Dataset entries
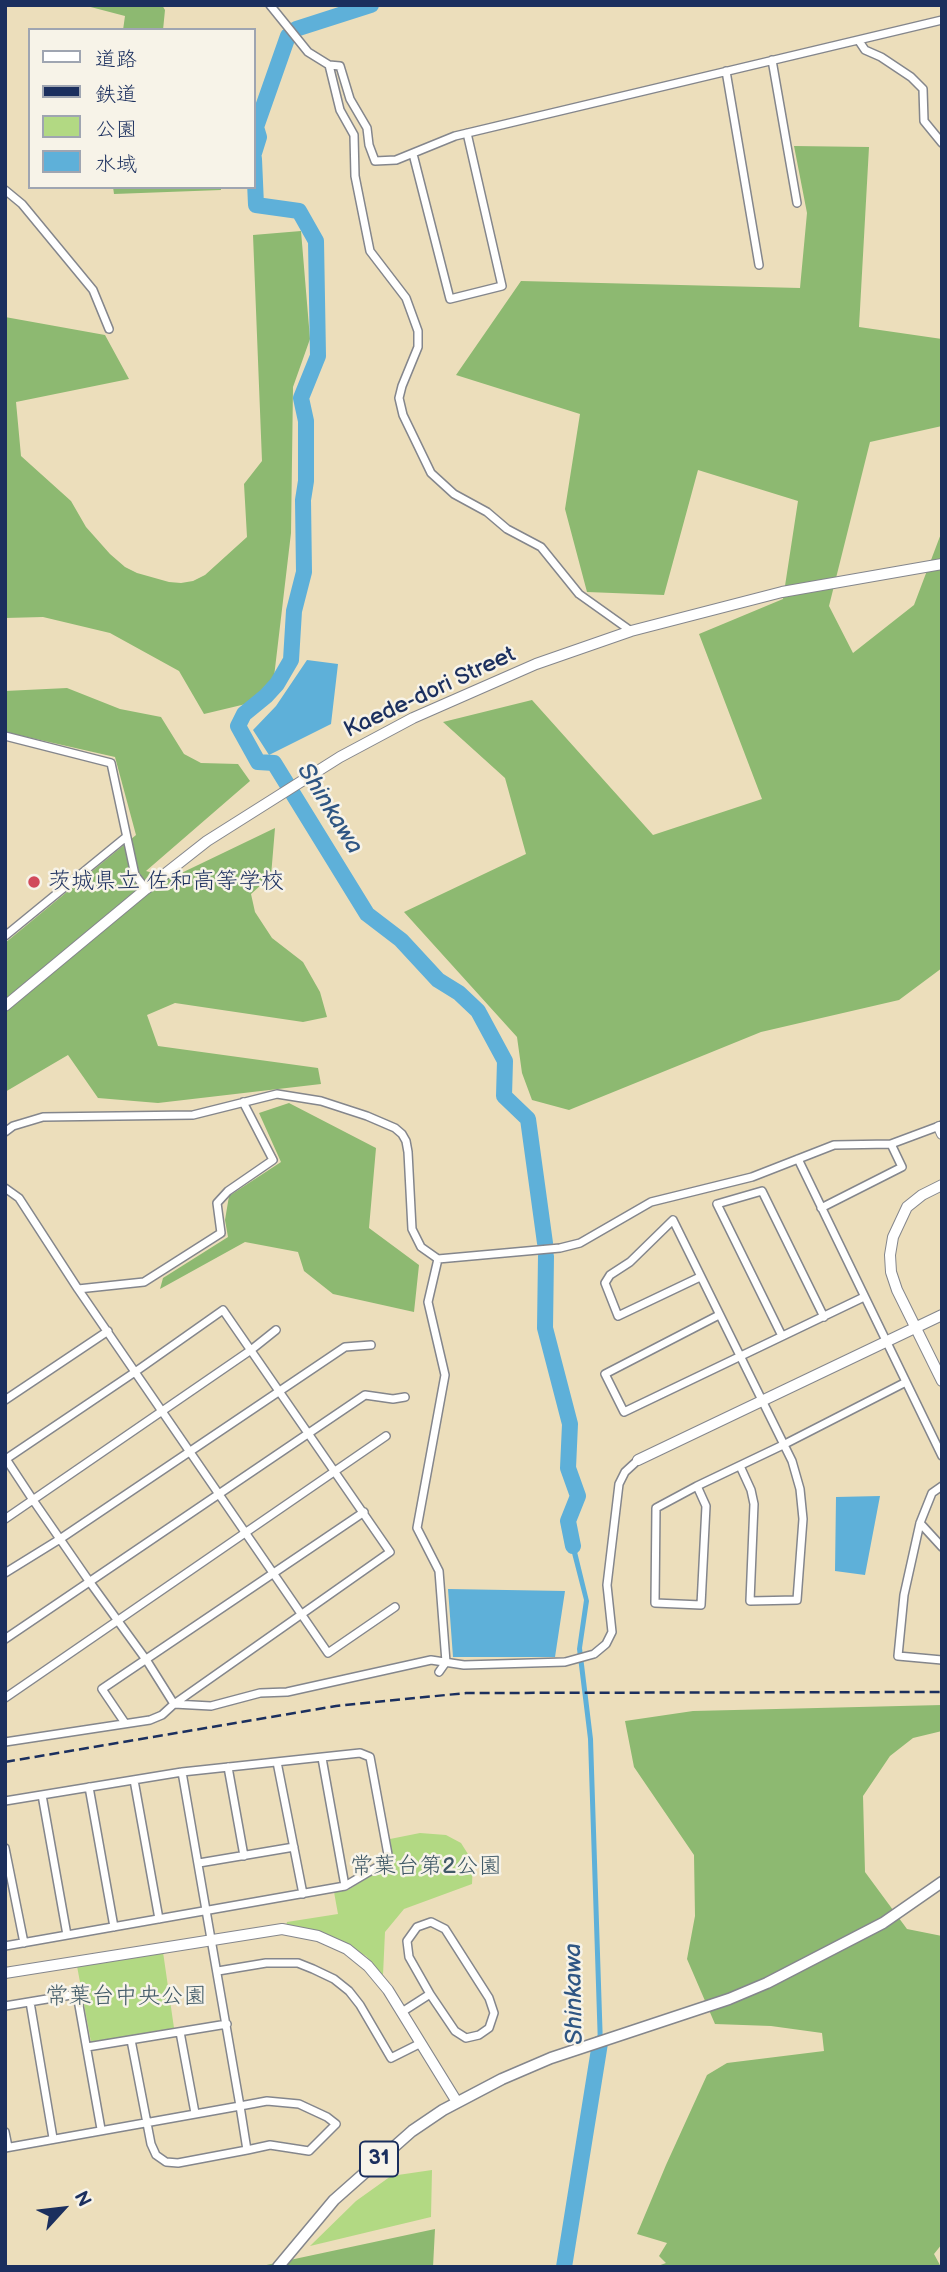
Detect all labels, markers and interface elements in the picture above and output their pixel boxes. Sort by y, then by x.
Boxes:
legend [28,28,256,189]
text: 道路 [95,47,137,72]
text: 鉄道 [95,82,137,107]
text: 公園 [95,117,137,142]
text: 水域 [95,152,137,177]
street label: Kaede-dori Street [340,641,520,745]
water label: Shinkawa [290,758,368,860]
place label: 茨城県立 佐和高等学校 [48,868,284,896]
marker: 茨城県立 佐和高等学校 [26,874,42,890]
park label: 常葉台第2公園 [350,1853,502,1881]
water label: Shinkawa [560,1943,590,2045]
park label: 常葉台中央公園 [46,1983,206,2011]
road number: 31 [360,2142,398,2176]
north arrow [28,2174,98,2244]
text: N [69,2188,96,2211]

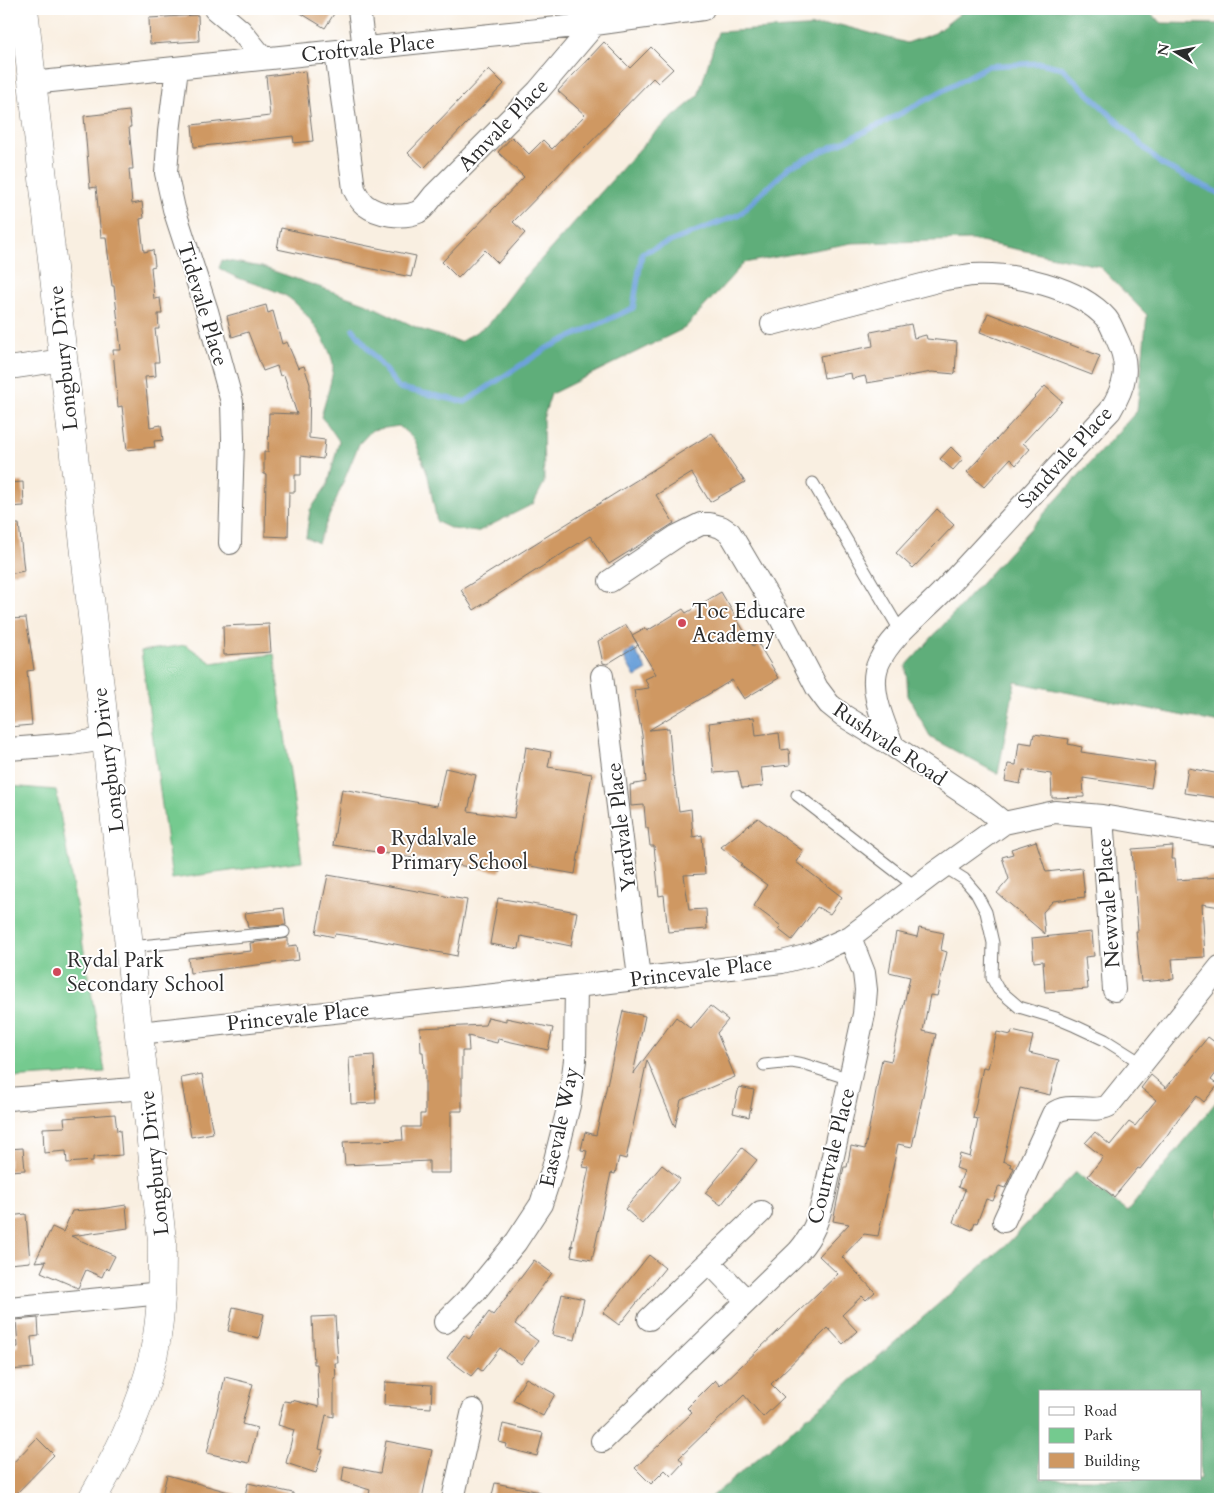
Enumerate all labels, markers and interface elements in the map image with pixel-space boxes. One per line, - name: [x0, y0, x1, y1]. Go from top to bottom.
- street label: Croftvale Place: [300, 27, 436, 70]
- north arrow: [1152, 28, 1202, 78]
- text: N: [1153, 42, 1174, 57]
- street label: Amvale Place: [452, 73, 555, 178]
- street label: Tidevale Place: [170, 239, 235, 370]
- street label: Longbury Drive: [41, 284, 86, 432]
- street label: Sandvale Place: [1011, 400, 1119, 515]
- place label: Toc Educare Academy: [692, 597, 805, 650]
- marker: Toc Educare Academy: [676, 617, 688, 629]
- street label: Longbury Drive: [85, 686, 132, 834]
- street label: Rushvale Road: [827, 696, 952, 793]
- street label: Yardvale Place: [599, 761, 644, 893]
- place label: Rydalvale Primary School: [391, 824, 528, 877]
- street label: Newvale Place: [1089, 837, 1128, 969]
- marker: Rydalvale Primary School: [375, 844, 387, 856]
- place label: Rydal Park Secondary School: [67, 946, 224, 999]
- street label: Princevale Place: [628, 948, 774, 995]
- marker: Rydal Park Secondary School: [51, 966, 63, 978]
- street label: Princevale Place: [225, 995, 371, 1038]
- street label: Easevale Way: [533, 1064, 586, 1190]
- street label: Courtvale Place: [801, 1085, 862, 1227]
- street label: Longbury Drive: [132, 1089, 177, 1237]
- legend: [1039, 1390, 1202, 1480]
- text: Road: [1084, 1401, 1117, 1421]
- text: Park: [1084, 1425, 1113, 1445]
- text: Building: [1084, 1451, 1140, 1471]

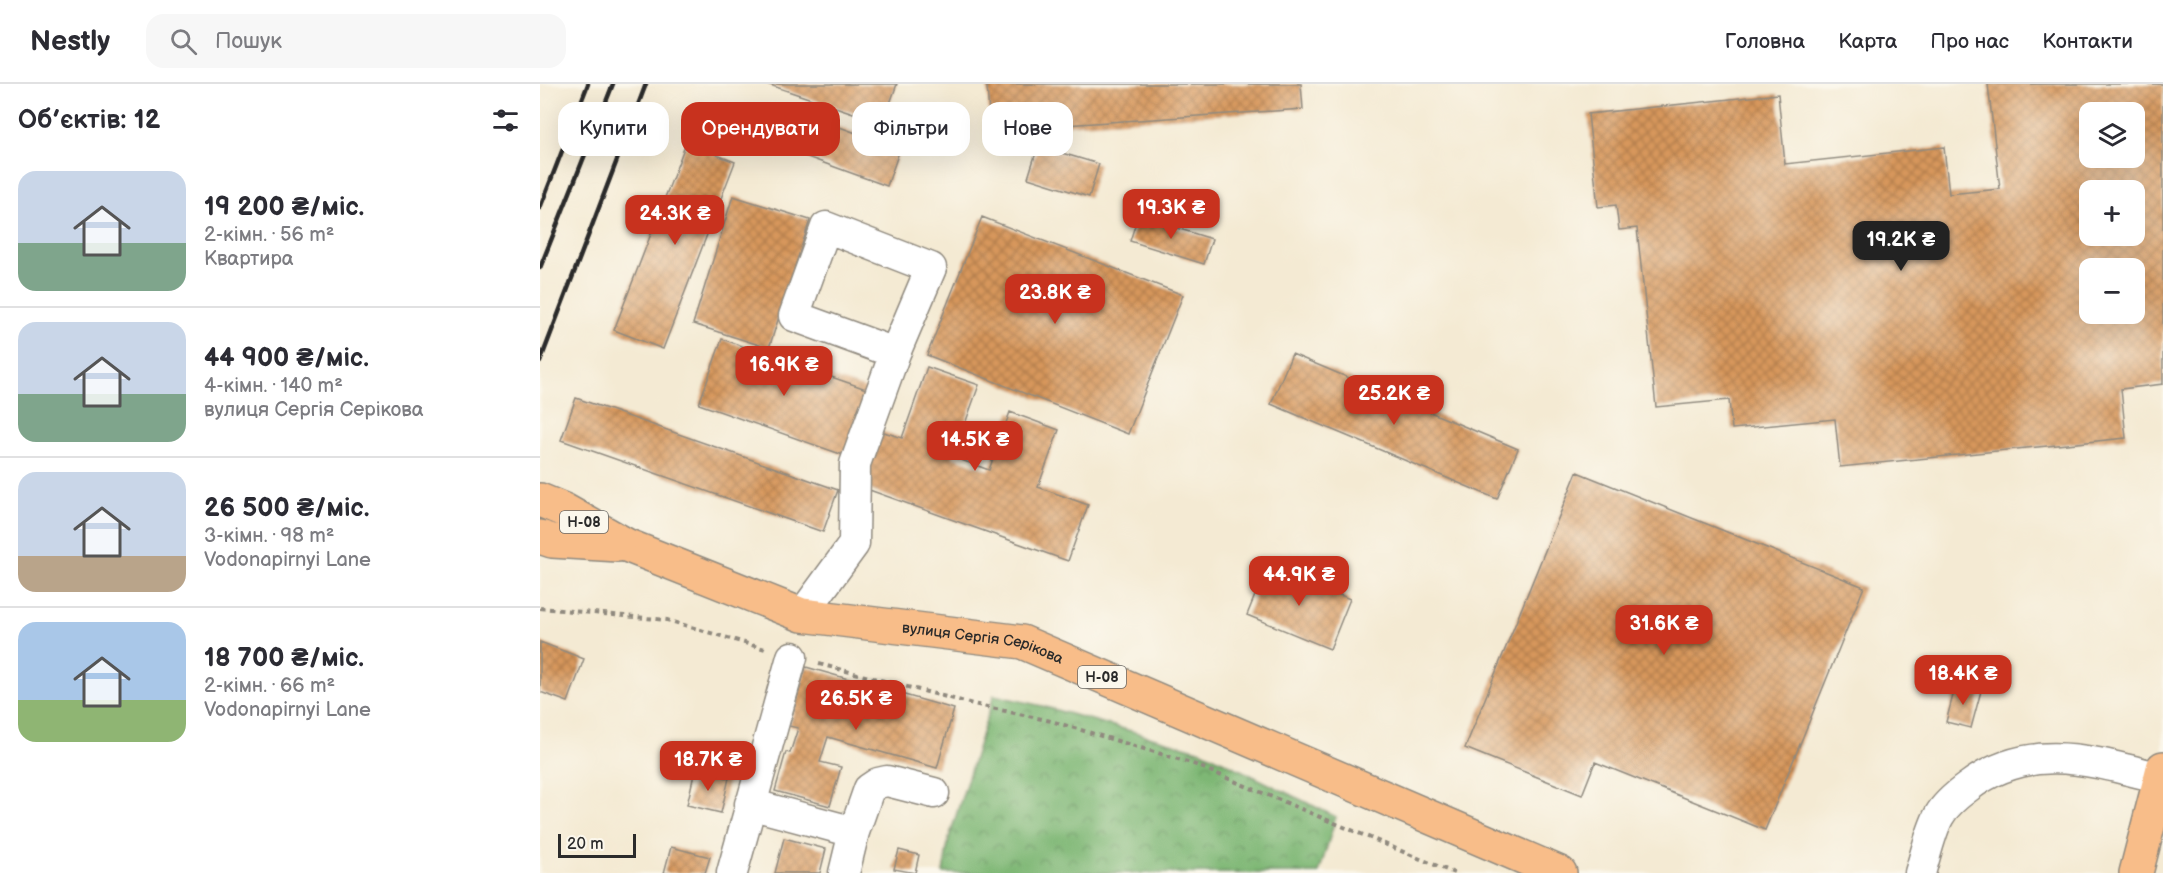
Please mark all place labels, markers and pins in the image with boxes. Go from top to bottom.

*Exercise*.
Reproduce the data above line for line, excluding every picture.

*Result of the exercise*.
Detect all labels, markers and interface elements in the picture above and output their pixel boxes. Sort by y, then by x.
Boxes:
legend [28,28,256,189]
text: 道路 [95,47,137,72]
text: 鉄道 [95,82,137,107]
text: 公園 [95,117,137,142]
text: 水域 [95,152,137,177]
street label: Kaede-dori Street [340,641,520,745]
water label: Shinkawa [290,758,368,860]
place label: 茨城県立 佐和高等学校 [48,868,284,896]
marker: 茨城県立 佐和高等学校 [26,874,42,890]
park label: 常葉台第2公園 [350,1853,502,1881]
water label: Shinkawa [560,1943,590,2045]
park label: 常葉台中央公園 [46,1983,206,2011]
road number: 31 [360,2142,398,2176]
north arrow [28,2174,98,2244]
text: N [69,2188,96,2211]

Enumerate all labels, markers and interface elements in the map image with pixel-space boxes. One per line, - name: [x0, y0, x1, y1]. Go from top to bottom.
- street label: Croftvale Place: [300, 27, 436, 70]
- north arrow: [1152, 28, 1202, 78]
- text: N: [1153, 42, 1174, 57]
- street label: Amvale Place: [452, 73, 555, 178]
- street label: Tidevale Place: [170, 239, 235, 370]
- street label: Longbury Drive: [41, 284, 86, 432]
- street label: Sandvale Place: [1011, 400, 1119, 515]
- place label: Toc Educare Academy: [692, 597, 805, 650]
- marker: Toc Educare Academy: [676, 617, 688, 629]
- street label: Longbury Drive: [85, 686, 132, 834]
- street label: Rushvale Road: [827, 696, 952, 793]
- street label: Yardvale Place: [599, 761, 644, 893]
- place label: Rydalvale Primary School: [391, 824, 528, 877]
- street label: Newvale Place: [1089, 837, 1128, 969]
- marker: Rydalvale Primary School: [375, 844, 387, 856]
- place label: Rydal Park Secondary School: [67, 946, 224, 999]
- street label: Princevale Place: [628, 948, 774, 995]
- marker: Rydal Park Secondary School: [51, 966, 63, 978]
- street label: Princevale Place: [225, 995, 371, 1038]
- street label: Easevale Way: [533, 1064, 586, 1190]
- street label: Courtvale Place: [801, 1085, 862, 1227]
- street label: Longbury Drive: [132, 1089, 177, 1237]
- legend: [1039, 1390, 1202, 1480]
- text: Road: [1084, 1401, 1117, 1421]
- text: Park: [1084, 1425, 1113, 1445]
- text: Building: [1084, 1451, 1140, 1471]

Please mark all place labels, markers and pins in the image with boxes. Go from top to bottom.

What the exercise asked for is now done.